CuTe Blocked and Raked Products

08-07-202508-07-2025 blog 9 minutes read (About 1283 words) visits

Introduction

Given a multi-dimensional layout, sometimes we would like to create a tiled layout that repeats the original layout along each mode. In those cases, we could use the blocked product or raked product to create the tiled layout.

In this article, I would like to discuss the blocked product and raked product in CuTe and how they work.

CuTe Logical Product

Given a tiler and a layout, we could compute how the repeat layout that repeats the tiler to fill the domain and codomain of the layout using logical division. Similarly, given a tiler and a repeat layout, we could compute the resulting layout that is a tile of the repeat layout using logical product.

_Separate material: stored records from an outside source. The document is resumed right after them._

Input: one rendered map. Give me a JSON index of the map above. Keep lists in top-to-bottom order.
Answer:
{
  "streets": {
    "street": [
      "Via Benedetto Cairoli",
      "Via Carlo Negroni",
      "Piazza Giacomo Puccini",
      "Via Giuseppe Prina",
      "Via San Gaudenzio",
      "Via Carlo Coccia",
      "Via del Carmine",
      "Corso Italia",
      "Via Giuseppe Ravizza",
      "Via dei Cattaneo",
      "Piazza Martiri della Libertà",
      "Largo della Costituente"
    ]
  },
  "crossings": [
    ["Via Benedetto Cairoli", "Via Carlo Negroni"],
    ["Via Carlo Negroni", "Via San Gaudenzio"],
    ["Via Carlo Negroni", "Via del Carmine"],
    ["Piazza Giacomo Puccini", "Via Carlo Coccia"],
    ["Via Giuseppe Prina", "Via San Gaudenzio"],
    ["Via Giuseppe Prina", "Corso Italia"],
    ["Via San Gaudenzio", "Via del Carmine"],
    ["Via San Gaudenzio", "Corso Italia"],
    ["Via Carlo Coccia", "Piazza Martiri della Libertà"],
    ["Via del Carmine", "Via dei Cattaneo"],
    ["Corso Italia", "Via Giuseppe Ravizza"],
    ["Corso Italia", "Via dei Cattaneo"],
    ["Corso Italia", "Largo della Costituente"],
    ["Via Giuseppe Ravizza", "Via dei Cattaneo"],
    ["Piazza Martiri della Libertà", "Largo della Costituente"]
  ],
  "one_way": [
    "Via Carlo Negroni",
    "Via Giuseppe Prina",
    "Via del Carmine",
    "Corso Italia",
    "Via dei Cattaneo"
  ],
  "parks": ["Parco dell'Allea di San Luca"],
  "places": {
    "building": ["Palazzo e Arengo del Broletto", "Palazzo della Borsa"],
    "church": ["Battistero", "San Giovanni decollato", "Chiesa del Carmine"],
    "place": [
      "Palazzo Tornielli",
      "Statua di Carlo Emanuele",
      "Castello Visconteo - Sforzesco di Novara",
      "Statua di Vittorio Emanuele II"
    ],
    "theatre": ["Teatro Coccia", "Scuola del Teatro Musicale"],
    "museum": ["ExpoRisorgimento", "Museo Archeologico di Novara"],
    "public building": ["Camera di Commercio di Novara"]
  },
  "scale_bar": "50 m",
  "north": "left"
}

Let $A$ and $B$ be layouts, $M = \text{size}(A) \text{cosize}(B)$. Suppose that the pairs $\{A, M\}$ and $\{\text{complement}(A, M), B\}$ are admissible (for complementation and composition, respectively). Then we define the logical product $A \times B$ to be the layout

$$
\begin{align}
A \times B := \left(A , \text{complement}(A, M) \circ B\right)
\end{align}
$$

CuTe 1D Logical Product

If the logical product is 1D, i.e., $B$ is a layout and the logical product is not by-mode, the tiling of the layout $A$ up to the cosize of $M = \text{size}(A) \text{cosize}(B)$ is intuitive. The 1D logical product $A \times B$ always exists if $\{A, M\}$ is admissible for complementation.

Here are some examples of 1D logical products:

$$
\begin{align}
(2, 2) : (4, 1) \times 6 : 1 &= ((2, 2), (2, 3)) : ((4, 1), ((2, 8))) \\
(2, 2) : (4, 1) \times 6 : 2 &= ((2, 2), 6) : ((4, 1), 8) \\
(2, 2) : (4, 1) \times (4, 2) : (2, 1) &= ((2, 2), (4, 2)) : ((4, 1), (8, 2)) \\
(2, 2) : (4, 1) \times (4, 2) : (1, 4) &= ((2, 2), ((2, 2), 2)) : ((4, 1), ((2, 8), 16)) \\
\end{align}
$$

Tiling seems to be straightforward for 1D logical products, especially for the tilers that are compact. The user will just have to specify how many repeats of the original layout $A$ in the shape of the tiler $B$ and also specify the stride of the tiler $B$ if necessary. The CuTe layout algebra could automatically figure out the tiled layout.

CuTe 2D Logical Product

If the logical product is 2D, i.e., $A$ is a layout of rank 2, $B$ is a tuple of two layouts and the logical product is by-mode, however, the tiling of the layout $A$ along the first mode and the second mode becomes not intuitive.

Consider the layout $A = (2, 5) : (5, 1)$, which is a compact 2D layout, and we would like to first tile it along the first mode 3 times and then along the second mode 4 times, i.e., the column-major $(3, 4): (1, 3)$, resulting in a tiled layout of shape $((2, 3), (5, 4))$. But what is the stride of the tiled layout? What is the tiler $B$ we should use in the by-mode logical product so that the tiled layout is desired?

It is feasible to compute the stride of the tiled layout. Because the layout $A = (2, 5) : (5, 1)$ is first repeated along the first mode 3 times, the layout becomes $((2, 3), 5) : ((5, 2 \times 5), 1) = ((2, 3), 5) : ((5, 10), 1)$. Then the layout is repeated along the second mode 4 times, resulting in $((2, 3), (5, 4)) : ((5, 10), (1, 3 \times 10)) = ((2, 3), (5, 4)) : ((5, 10), (1, 30))$. Therefore, the stride of the tiled layout is $((5, 10), (1, 30))$.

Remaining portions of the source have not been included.